**GOAL OF THE EXERCISE:** Give the data again exactly, from its opening line through the line in which "2px #a9a9a9) drop-shadow(0" appears.

**THE DATA:**
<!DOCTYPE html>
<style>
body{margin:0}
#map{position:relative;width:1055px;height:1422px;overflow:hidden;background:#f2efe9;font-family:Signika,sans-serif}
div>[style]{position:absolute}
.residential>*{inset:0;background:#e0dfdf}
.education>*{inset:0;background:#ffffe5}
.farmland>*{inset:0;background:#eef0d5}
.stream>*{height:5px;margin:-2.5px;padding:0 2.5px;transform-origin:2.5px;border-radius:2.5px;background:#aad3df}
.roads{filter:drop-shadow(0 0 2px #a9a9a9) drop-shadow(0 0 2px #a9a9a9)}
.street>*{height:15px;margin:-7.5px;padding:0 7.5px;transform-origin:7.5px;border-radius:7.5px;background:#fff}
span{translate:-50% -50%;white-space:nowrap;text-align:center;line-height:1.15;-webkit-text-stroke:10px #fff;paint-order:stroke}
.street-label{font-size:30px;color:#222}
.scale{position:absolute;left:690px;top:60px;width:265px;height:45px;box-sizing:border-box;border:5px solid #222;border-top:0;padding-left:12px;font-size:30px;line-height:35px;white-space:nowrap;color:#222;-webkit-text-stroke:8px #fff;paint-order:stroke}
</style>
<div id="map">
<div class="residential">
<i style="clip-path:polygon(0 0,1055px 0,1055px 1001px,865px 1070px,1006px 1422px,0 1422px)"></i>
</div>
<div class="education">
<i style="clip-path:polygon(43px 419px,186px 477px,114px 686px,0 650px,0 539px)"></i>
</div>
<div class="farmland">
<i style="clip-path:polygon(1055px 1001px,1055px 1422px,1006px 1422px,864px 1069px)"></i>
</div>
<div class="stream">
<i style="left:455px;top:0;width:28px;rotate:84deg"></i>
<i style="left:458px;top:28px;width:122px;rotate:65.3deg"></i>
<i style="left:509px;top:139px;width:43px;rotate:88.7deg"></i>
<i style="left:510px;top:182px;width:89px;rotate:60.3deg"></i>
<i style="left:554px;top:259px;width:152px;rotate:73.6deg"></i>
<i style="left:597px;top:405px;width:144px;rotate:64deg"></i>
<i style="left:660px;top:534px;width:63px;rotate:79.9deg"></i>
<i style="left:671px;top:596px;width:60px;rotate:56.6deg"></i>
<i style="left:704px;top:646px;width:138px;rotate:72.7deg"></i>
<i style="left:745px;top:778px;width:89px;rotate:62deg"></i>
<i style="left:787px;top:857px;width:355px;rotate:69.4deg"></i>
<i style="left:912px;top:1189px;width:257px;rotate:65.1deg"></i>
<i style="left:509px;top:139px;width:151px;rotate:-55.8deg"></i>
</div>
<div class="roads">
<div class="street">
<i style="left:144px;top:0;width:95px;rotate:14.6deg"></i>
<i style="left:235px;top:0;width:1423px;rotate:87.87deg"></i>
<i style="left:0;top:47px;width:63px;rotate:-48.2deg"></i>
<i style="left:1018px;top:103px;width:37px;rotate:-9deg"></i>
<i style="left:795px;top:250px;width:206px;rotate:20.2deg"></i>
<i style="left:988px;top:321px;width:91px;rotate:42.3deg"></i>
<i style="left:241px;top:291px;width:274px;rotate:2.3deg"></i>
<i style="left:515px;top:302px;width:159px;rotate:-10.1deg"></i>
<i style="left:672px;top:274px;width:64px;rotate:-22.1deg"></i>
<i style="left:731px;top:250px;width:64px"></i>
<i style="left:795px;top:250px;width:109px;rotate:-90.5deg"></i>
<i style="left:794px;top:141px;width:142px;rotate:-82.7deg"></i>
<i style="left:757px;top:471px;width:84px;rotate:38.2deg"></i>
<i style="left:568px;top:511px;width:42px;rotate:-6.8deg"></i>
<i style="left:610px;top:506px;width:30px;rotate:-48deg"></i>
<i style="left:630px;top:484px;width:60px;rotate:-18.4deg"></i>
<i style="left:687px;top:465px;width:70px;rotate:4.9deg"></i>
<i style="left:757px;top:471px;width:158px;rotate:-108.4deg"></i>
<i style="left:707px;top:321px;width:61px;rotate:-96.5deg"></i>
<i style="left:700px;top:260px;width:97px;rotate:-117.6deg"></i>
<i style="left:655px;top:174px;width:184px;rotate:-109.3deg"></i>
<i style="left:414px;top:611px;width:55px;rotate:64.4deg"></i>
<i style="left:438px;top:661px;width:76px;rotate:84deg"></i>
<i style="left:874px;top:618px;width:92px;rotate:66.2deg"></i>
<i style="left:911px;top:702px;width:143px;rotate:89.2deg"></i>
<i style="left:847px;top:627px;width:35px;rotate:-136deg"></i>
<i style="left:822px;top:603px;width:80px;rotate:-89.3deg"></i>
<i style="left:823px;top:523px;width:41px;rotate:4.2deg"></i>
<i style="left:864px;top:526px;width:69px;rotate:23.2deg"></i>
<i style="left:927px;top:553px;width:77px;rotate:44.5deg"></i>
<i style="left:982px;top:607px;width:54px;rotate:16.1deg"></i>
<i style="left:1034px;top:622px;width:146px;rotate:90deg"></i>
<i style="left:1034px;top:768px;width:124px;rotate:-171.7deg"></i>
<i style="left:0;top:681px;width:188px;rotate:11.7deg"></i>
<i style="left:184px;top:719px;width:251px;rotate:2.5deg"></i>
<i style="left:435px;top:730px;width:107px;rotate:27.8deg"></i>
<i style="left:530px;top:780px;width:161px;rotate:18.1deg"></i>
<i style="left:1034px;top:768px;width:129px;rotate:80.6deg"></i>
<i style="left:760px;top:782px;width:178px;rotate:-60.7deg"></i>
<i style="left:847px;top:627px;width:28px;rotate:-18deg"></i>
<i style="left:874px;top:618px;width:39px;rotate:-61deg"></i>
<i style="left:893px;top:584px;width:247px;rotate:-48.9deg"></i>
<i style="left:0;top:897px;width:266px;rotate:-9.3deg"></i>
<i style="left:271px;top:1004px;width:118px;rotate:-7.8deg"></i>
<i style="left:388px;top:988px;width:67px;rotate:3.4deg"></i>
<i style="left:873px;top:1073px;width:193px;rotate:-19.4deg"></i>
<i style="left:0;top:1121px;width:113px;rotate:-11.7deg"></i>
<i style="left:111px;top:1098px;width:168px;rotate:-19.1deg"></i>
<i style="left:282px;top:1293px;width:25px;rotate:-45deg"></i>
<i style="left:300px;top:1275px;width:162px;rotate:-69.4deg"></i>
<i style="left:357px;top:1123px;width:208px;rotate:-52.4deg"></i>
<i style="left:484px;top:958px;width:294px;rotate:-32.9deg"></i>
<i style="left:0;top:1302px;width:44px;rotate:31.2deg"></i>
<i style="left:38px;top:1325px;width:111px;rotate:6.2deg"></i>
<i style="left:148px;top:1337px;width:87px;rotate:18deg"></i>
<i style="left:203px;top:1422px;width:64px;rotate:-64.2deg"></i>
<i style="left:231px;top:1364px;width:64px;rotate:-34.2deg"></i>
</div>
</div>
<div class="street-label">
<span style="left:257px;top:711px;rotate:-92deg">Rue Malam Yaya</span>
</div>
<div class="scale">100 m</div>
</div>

**ANSWER BOX:**
<!DOCTYPE html>
<style>
body{margin:0}
#map{position:relative;width:1055px;height:1422px;overflow:hidden;background:#f2efe9;font-family:Signika,sans-serif}
div>[style]{position:absolute}
.residential>*{inset:0;background:#e0dfdf}
.education>*{inset:0;background:#ffffe5}
.farmland>*{inset:0;background:#eef0d5}
.stream>*{height:5px;margin:-2.5px;padding:0 2.5px;transform-origin:2.5px;border-radius:2.5px;background:#aad3df}
.roads{filter:drop-shadow(0 0 2px #a9a9a9) drop-shadow(0 0 2px #a9a9a9)}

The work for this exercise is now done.